Ex-President Donald Trump is one of America’s most frivolous litigants, whose suits over business disputes and false claims of voter fraud often failed the laugh test.
But the twin appeals Trump has now filed after being thrown off the ballot in Colorado and Maine do not fit into his normal pattern of using the law to delay and disrupt moments of personal accountability. These efforts might be self-serving and brought on by his own anti-democratic conduct in 2020. But they are also rare examples of the ex-president raising a vital constitutional issue that urgently needs to be resolved. Trump has appealed to the US Supreme Court on the Colorado matter and to a state court in Maine. Ultimately, if the high court fails to settle the issue for the whole country, the 2024 election could descend into chaos.
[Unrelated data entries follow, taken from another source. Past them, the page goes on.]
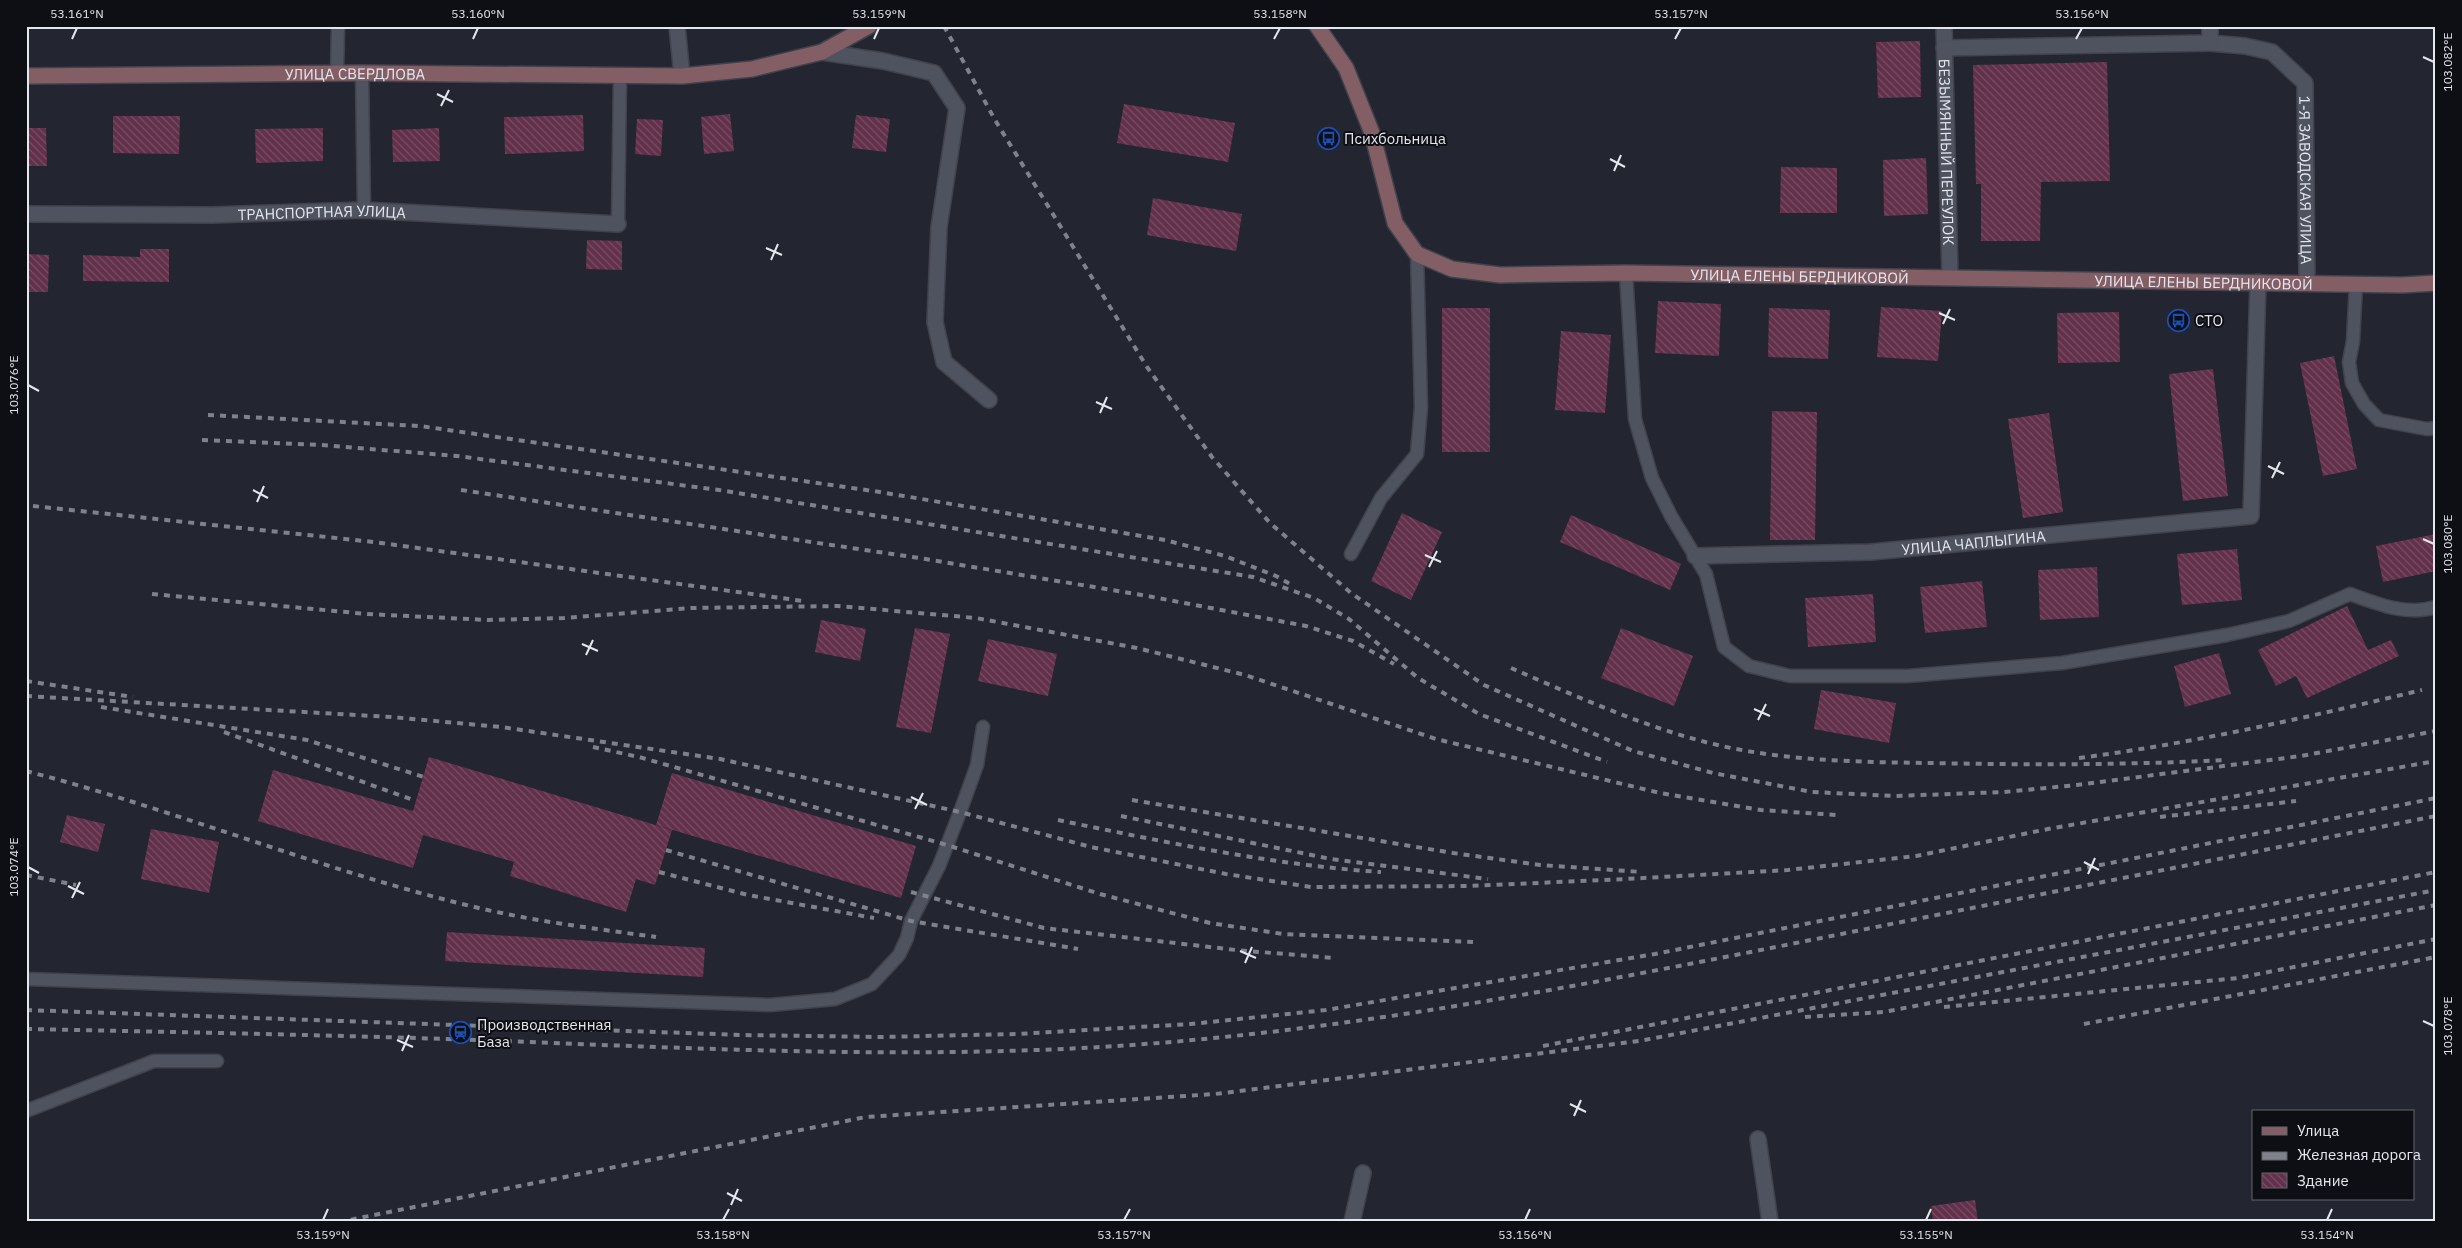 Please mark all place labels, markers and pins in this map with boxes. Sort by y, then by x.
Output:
bus stop icon: Психбольница [1316,126,1340,150]
place label: Психбольница [1344,129,1446,148]
bus stop icon: СТО [2167,308,2191,332]
place label: СТО [2195,311,2223,330]
place label: Производственная База [477,1015,612,1051]
station icon: Производственная База [449,1021,473,1045] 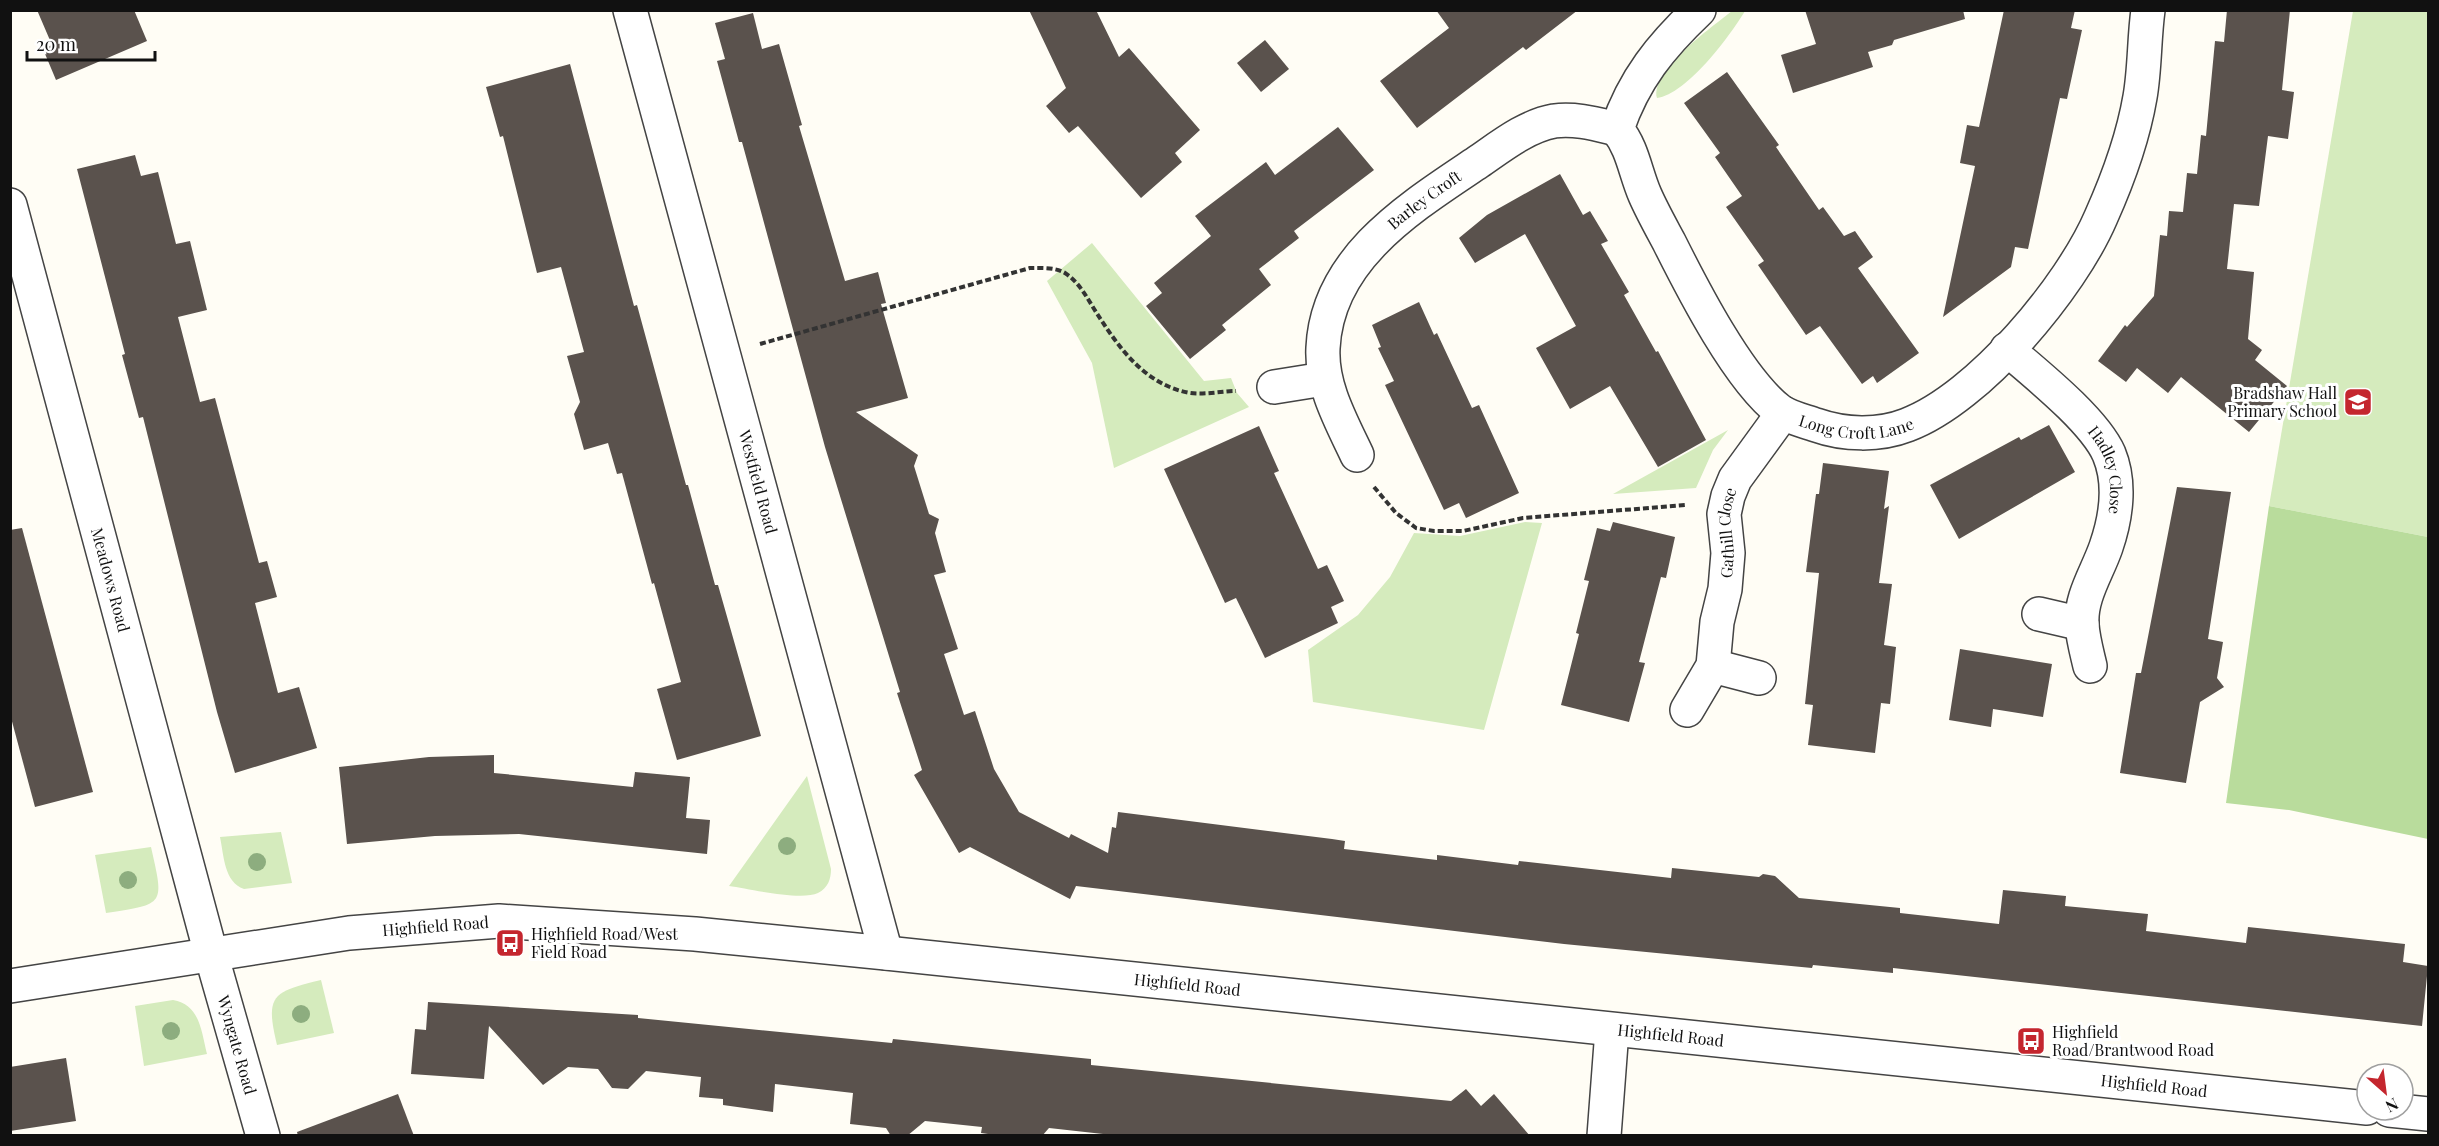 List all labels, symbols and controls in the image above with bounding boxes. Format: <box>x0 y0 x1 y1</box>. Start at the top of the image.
scale bar <box>27 24 154 62</box>
text: 20 m <box>36 32 76 56</box>
street label: Barley Croft <box>1383 165 1465 233</box>
place label: Bradshaw Hall Primary School <box>2227 382 2337 421</box>
school or university icon: Bradshaw Hall Primary School <box>2342 386 2374 418</box>
street label: Long Croft Lane <box>1797 409 1916 443</box>
street label: Hadley Close <box>2084 421 2127 516</box>
street label: Westfield Road <box>734 427 783 536</box>
street label: Gathill Close <box>1713 484 1741 579</box>
street label: Meadows Road <box>87 525 135 634</box>
street label: Highfield Road <box>381 911 490 940</box>
place label: Highfield Road/West Field Road <box>531 923 678 962</box>
bus stop icon: Highfield Road/West Field Road <box>494 927 526 959</box>
street label: Highfield Road <box>1133 968 1242 1000</box>
street label: Wyngate Road <box>213 992 262 1097</box>
street label: Highfield Road <box>1617 1019 1725 1051</box>
place label: Highfield Road/Brantwood Road <box>2052 1021 2214 1060</box>
bus stop icon: Highfield Road/Brantwood Road <box>2015 1025 2047 1057</box>
north arrow <box>2355 1062 2415 1122</box>
street label: Highfield Road <box>2100 1069 2208 1101</box>
text: N <box>2382 1094 2402 1118</box>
Trump is challenging decisions by the Colorado Supreme Court and Maine’s Democratic secretary of state to disqualify him under the 14th Amendment’s ban on “insurrectionists” in the wake of his supporters’ mob attack on Congress that followed his campaign to overturn the 2020 election.
In his petition to the Supreme Court on Wednesday on the Colorado matter, Trump argued that he did not take part in an insurrection; that his eligibility should be determined by Congress, not the courts; and that the insurrectionist ban did not apply to the presidency in any case. In an earlier filing to the top bench, the Colorado Republican Party, which is also a party in the case, had warned of “catastrophic” national consequences if the state Supreme Court ruling was allowed to stand because it would lead to endless nationwide disputes about the eligibility of candidates and could lead to “nebulous” insurrection claims. In his filing Tuesday to the Maine court, Trump argued that Secretary of State Shenna Bellows was a “biased decision maker” who lacked legal authority to hear a…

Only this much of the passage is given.